It was a $3.25 card, the price did nothing to indicate the weight that one card held. It hung limp in her hand. She did not know what to do with it. She had purchased it before she had over heard that dreadful conversation. Now heart pounding she held out the card which he accepted. He pulled it out from the envelope and saw that it was a get well soon card. Forcing a smile he now understood the position that he had put himself in; here on his death bed his best friend was giving him a get well soon card.
He did not know that she had learned the truth mere moments ago. His illness was a death sentence, a fact he had decided to keep hidden from those around him. Only his mother and his wife knew the truth, the others were lucky he reasoned. He felt that he was protecting them.
"You know I've never understood these things before," she said, "it's as if people believe that by handing someone a piece of paper it will make everything normal again. I always hated the very idea of it but now here I am hiding behind one. I thought that it would be like saying; hi sorry you're ill but I can't help and even now in what may be your last moments on earth I would rather give you some store-brought, pre-fabricated emotions than my own.
"It's easier of course, easier not to say how you feel. Anything is easier than dealing with eminent death. Perhaps it's selfish too...selfish not to bare it all out into the open. If it were you wouldn't you accept that awful risk of rejection to settle things?"
He looked away from her to the picture of his wife that stood on his bedside table. She was a beautiful woman. She had the form of an angel and the soul to match. Her smile seemed to radiate from out of the frame giving warmth to the entire room.
"Maybe it's not your feelings you spare when you leave the monsters in the closet. Why dredge up unpleasant things and mar the little life a person has left," he said, his eyes were still fixed on the photo. "Why parade death in front of the dying when they should soon have their fill of it.

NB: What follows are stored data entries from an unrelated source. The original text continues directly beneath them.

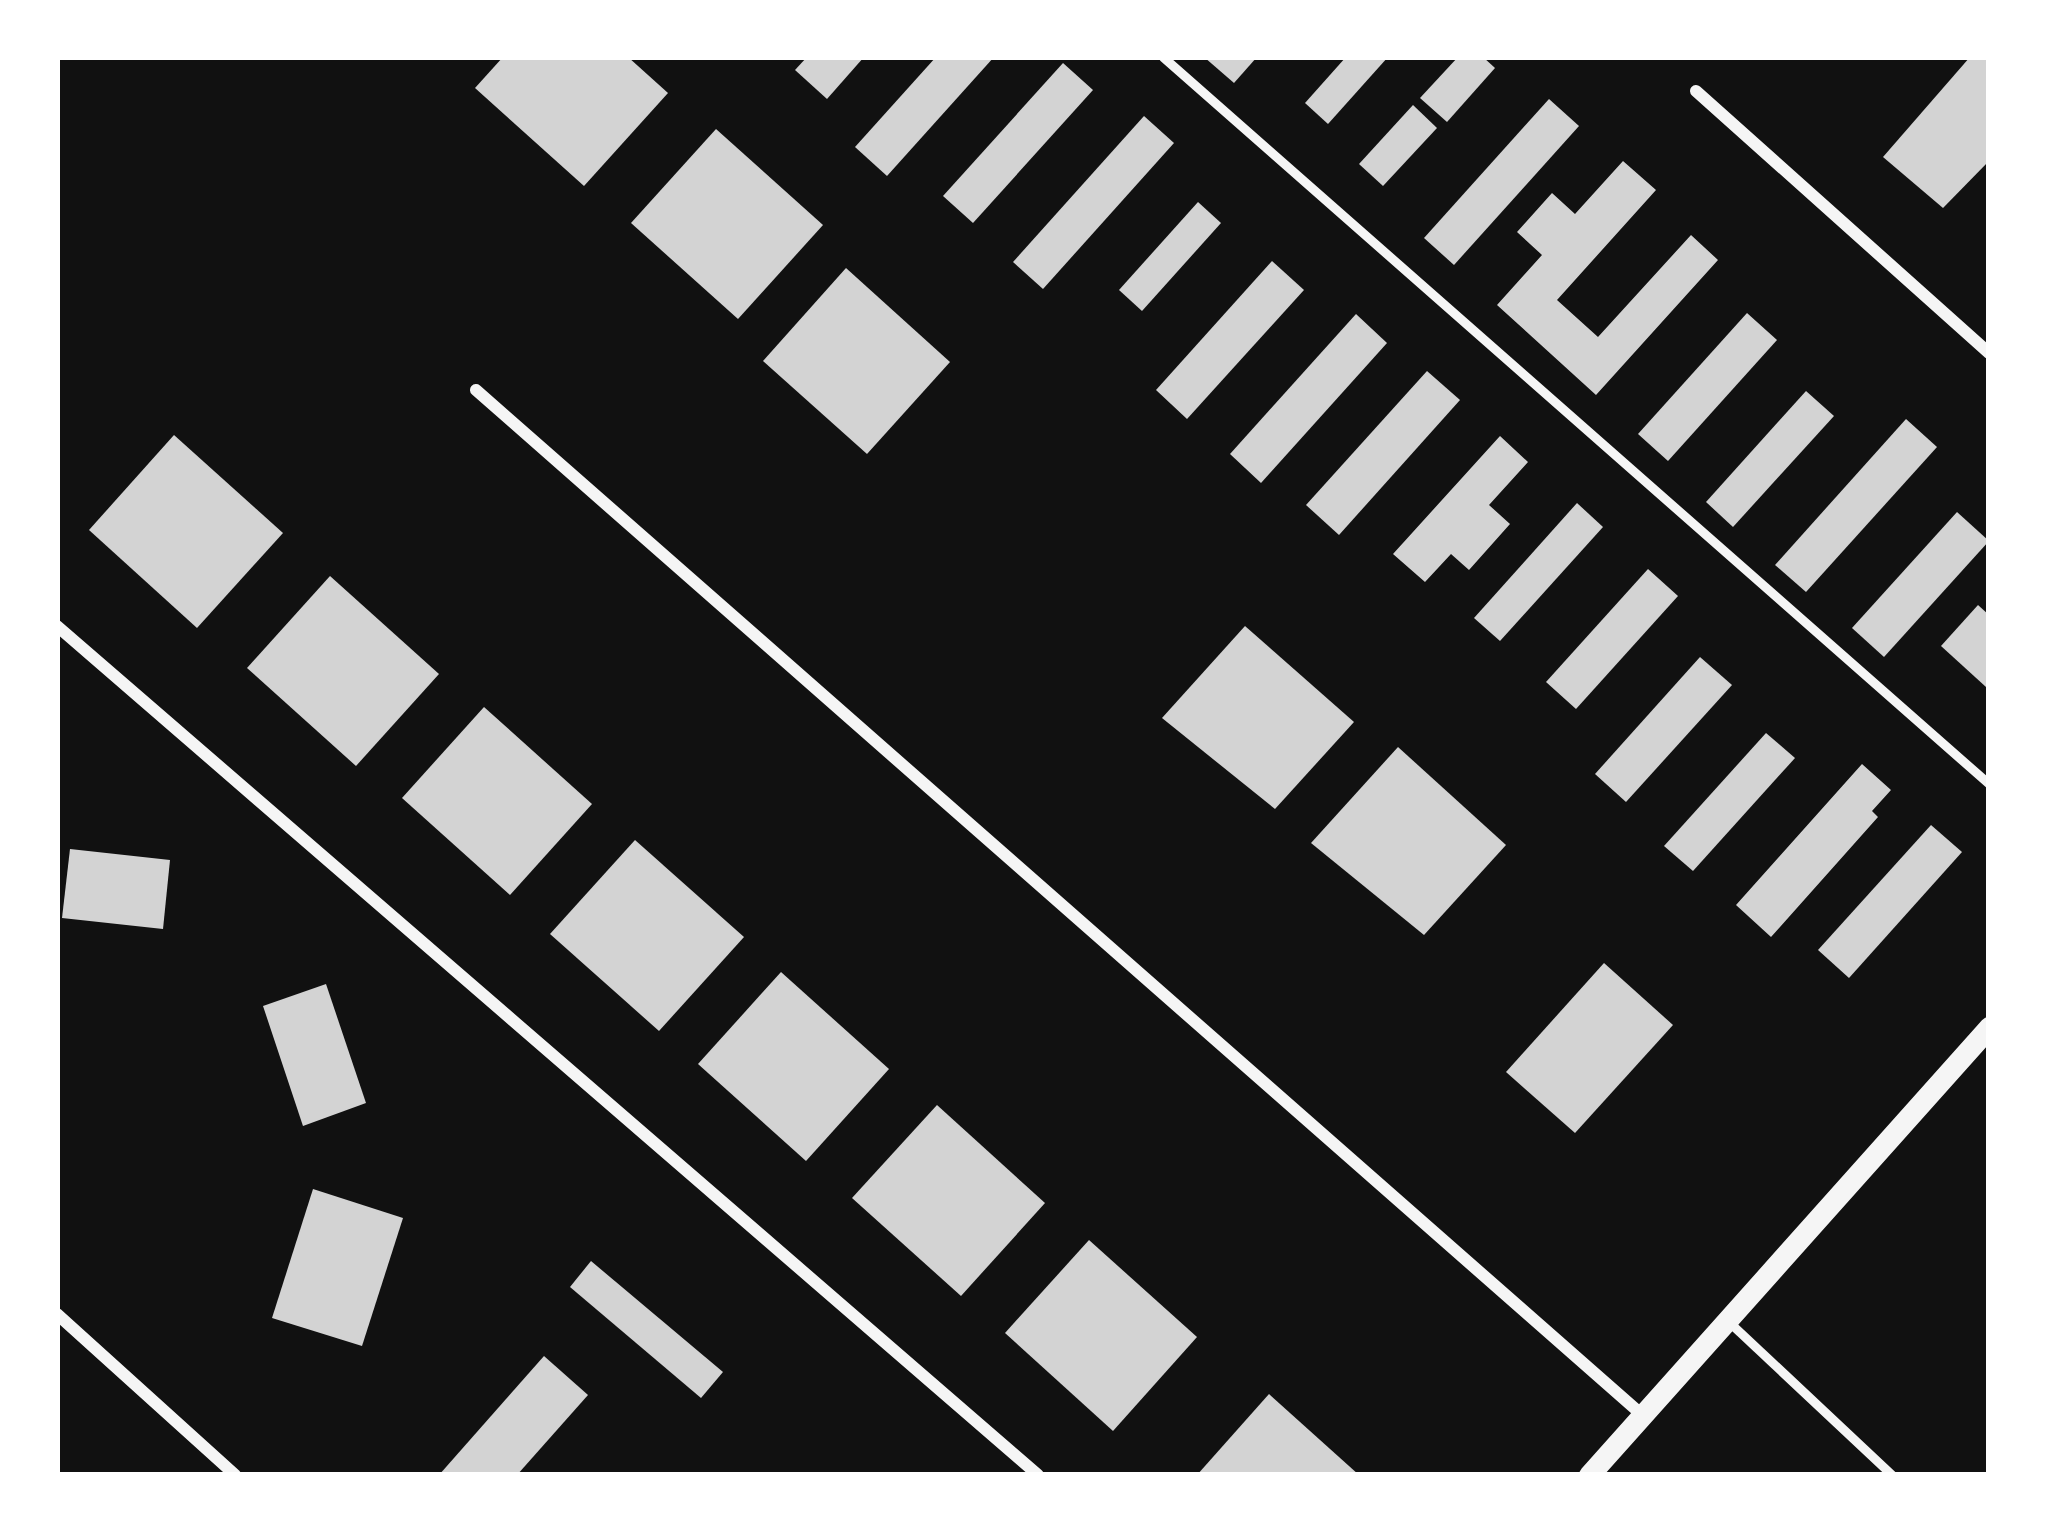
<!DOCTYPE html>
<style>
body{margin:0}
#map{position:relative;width:2046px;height:1532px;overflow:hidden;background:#111;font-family:"Source Serif 4",serif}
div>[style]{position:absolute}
.building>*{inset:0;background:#d3d3d3}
.service>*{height:9px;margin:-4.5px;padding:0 4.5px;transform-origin:4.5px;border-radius:4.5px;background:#f5f5f5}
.minor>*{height:12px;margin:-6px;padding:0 6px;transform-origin:6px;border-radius:6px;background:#f5f5f5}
.tertiary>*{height:21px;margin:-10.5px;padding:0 10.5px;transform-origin:10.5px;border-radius:10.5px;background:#f5f5f5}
span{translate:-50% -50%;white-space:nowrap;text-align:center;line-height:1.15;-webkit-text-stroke:9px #fff;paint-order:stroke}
.frame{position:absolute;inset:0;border:60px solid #fff;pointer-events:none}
</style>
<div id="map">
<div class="building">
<i style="clip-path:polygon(503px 57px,628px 57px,668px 93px,584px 186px,475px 88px)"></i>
<i style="clip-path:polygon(807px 57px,864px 57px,827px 99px,795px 70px)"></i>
<i style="clip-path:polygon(936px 57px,994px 57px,887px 176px,855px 147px)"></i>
<i style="clip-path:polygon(1204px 57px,1257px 57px,1234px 83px)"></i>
<i style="clip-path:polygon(1346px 57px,1388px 57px,1328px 124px,1305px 103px)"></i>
<i style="clip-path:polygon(1458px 57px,1483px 57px,1495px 68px,1447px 122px,1420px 98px)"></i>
<i style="clip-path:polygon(1970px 57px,1989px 57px,1989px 161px,1943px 208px,1883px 157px)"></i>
<i style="clip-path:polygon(1063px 63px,1093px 90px,973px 223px,943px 196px)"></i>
<i style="clip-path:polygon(1549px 99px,1579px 126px,1454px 265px,1424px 238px)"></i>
<i style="clip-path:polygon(1413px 105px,1437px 128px,1383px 186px,1359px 164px)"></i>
<i style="clip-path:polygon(1144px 116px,1174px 143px,1043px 289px,1013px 262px)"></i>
<i style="clip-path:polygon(716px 129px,823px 225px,738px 319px,631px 223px)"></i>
<i style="clip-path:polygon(1623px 161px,1656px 190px,1557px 300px,1598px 337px,1691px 235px,1718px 260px,1596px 395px,1497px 305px,1542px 255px,1517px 232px,1552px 193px,1575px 214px)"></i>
<i style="clip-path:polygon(1198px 202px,1221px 223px,1142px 311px,1119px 290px)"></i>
<i style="clip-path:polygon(1272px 261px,1304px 290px,1187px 419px,1156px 390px)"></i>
<i style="clip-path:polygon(846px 268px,950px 362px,867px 454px,763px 361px)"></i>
<i style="clip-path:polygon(1747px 313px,1777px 340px,1668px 461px,1638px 434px)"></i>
<i style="clip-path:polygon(1356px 314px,1387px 343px,1261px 483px,1230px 454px)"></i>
<i style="clip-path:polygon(1427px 371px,1460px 400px,1339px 535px,1306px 505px)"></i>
<i style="clip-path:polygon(1806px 391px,1834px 416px,1733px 527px,1706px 502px)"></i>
<i style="clip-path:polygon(1906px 419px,1937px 447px,1806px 592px,1775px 565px)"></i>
<i style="clip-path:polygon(174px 435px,283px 533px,197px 628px,89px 530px)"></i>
<i style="clip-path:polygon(1500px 436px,1528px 462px,1489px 505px,1510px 524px,1469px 570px,1451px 554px,1425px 582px,1393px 554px)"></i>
<i style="clip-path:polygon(1577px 503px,1603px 527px,1500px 641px,1474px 618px)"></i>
<i style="clip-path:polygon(1957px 512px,1989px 541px,1884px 657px,1852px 628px)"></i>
<i style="clip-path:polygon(1648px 569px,1678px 596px,1576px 709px,1546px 682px)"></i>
<i style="clip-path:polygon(330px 576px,439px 674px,356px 766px,247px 668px)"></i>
<i style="clip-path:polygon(1978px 605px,1989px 615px,1986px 687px,1941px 646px)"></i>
<i style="clip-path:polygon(1245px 626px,1354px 722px,1275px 809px,1162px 718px)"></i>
<i style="clip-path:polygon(1700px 657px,1732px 685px,1626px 802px,1595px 774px)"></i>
<i style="clip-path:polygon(484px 707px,592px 804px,510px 895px,402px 798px)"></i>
<i style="clip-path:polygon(1766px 733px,1795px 758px,1693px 871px,1664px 846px)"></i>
<i style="clip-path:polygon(1398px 747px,1506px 845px,1424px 935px,1311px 843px)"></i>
<i style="clip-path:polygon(1862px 764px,1891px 790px,1872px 811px,1878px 817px,1771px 937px,1736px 905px)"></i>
<i style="clip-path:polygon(1931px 825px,1962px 852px,1849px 978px,1818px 950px)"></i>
<i style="clip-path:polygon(635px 840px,744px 937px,659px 1031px,550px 934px)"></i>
<i style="clip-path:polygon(70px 849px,170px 860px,163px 929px,62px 918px)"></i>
<i style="clip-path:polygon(1604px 963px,1673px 1025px,1575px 1133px,1506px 1072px)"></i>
<i style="clip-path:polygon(781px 972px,889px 1069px,806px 1161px,698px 1064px)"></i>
<i style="clip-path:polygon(326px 984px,366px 1103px,303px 1126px,263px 1006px)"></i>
<i style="clip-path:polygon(937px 1105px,1045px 1203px,961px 1296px,852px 1198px)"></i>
<i style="clip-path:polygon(313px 1189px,403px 1218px,362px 1346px,272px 1318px)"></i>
<i style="clip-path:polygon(1089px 1240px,1197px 1337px,1113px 1431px,1005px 1333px)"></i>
<i style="clip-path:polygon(591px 1261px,723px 1372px,701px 1398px,570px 1287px)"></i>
<i style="clip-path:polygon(544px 1356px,588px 1395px,517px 1475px,439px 1475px)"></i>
<i style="clip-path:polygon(1269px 1394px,1359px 1475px,1197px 1475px)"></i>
</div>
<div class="service">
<i style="left:1163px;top:57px;width:1100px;rotate:41.35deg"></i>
<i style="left:1729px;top:1322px;width:224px;rotate:43.2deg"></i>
</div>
<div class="minor">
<i style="left:1696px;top:91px;width:393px;rotate:41.8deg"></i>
<i style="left:476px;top:390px;width:1550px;rotate:41.31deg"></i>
<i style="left:57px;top:626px;width:1297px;rotate:40.87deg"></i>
<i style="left:57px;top:1314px;width:240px;rotate:42.1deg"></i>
</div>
<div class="tertiary">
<i style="left:1589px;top:1475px;width:601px;rotate:-48.24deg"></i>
</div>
<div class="frame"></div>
</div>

It is horrible thing to do. It is just as horrible to use their last moments to unload all of your unresolved emotions because while you know that this person's death will be peaceful without your revelations you feel that the rest of your life won't be."
"Is it so horrible to hear the truth?" she asked.
"Only when that truth makes everything that came before it a lie. How can one die knowing that so much of their life was a lie?"
"What if was already known, what if it's always been there like a barely audible whisper? To say it aloud would be..."
"Useless," he said.
He finally opened the card and examined it. A frowning puppy told him to 'ruff it out'. He smiled at this and asked, "Is there anything else you wanted to say?"
There was nothing left to say. He did not need to tell her that he was dying. She didn't need to tell him that she loved him. He obviously already knew but more importantly he didn't want to know. He did not mind that it was there so long as it stayed out of sight and out of mind.
"No," she said, "just...get well soon." She left knowing that it was over in so many ways.